'''

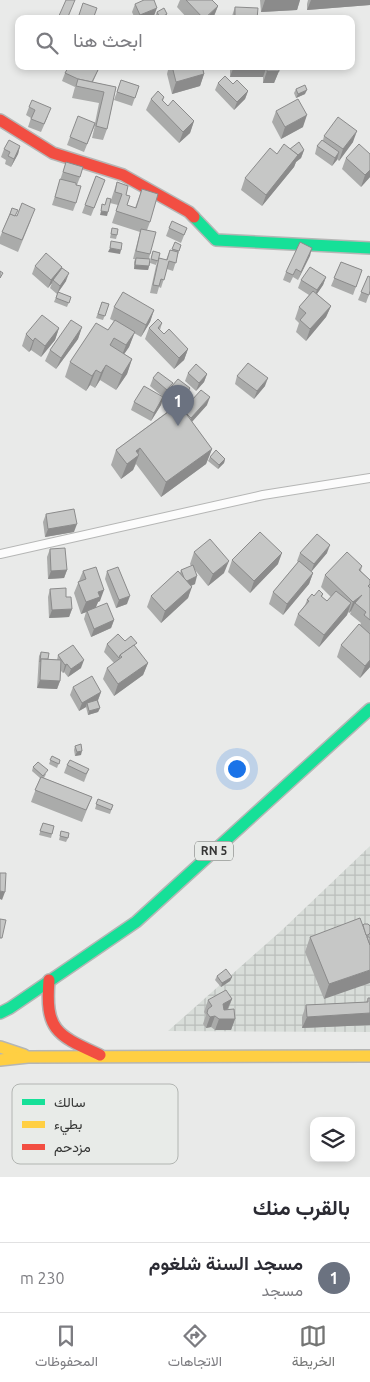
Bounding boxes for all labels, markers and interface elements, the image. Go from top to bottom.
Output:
search box [15,15,355,70]
icon: search [33,29,61,57]
text: ابحث هنا [73,29,143,51]
pin: 1 [162,385,194,426]
your location [224,756,250,782]
road number: RN 5 [195,841,233,860]
legend [12,1084,178,1164]
text: سالك [54,1094,85,1110]
text: بطيء [54,1116,82,1136]
map controls [310,1117,355,1162]
button: layers [310,1117,355,1162]
text: مزدحم [54,1139,91,1156]
text: بالقرب منك [253,1195,350,1219]
text: مسجد السنة شلغوم [149,1252,303,1274]
text: 230 m [20,1269,65,1287]
text: 1 [329,1269,339,1287]
text: مسجد [262,1281,303,1299]
tab: المحفوظات [35,1322,98,1374]
tab: الاتجاهات [168,1322,222,1374]
tab: الخريطة [292,1322,335,1374]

'''

_Goal of the exercise_
Set out every record exactly, images excluded.

_Solution to the problem_
Bounding boxes for all labels, markers and interface elements, the image. Go from top to bottom.
Output:
search box [15,15,355,70]
icon: search [33,29,61,57]
text: ابحث هنا [73,29,143,51]
pin: 1 [162,385,194,426]
your location [224,756,250,782]
road number: RN 5 [195,841,233,860]
legend [12,1084,178,1164]
text: سالك [54,1094,85,1110]
text: بطيء [54,1116,82,1136]
map controls [310,1117,355,1162]
button: layers [310,1117,355,1162]
text: مزدحم [54,1139,91,1156]
text: بالقرب منك [253,1195,350,1219]
text: مسجد السنة شلغوم [149,1252,303,1274]
text: 230 m [20,1269,65,1287]
text: 1 [329,1269,339,1287]
text: مسجد [262,1281,303,1299]
tab: المحفوظات [35,1322,98,1374]
tab: الاتجاهات [168,1322,222,1374]
tab: الخريطة [292,1322,335,1374]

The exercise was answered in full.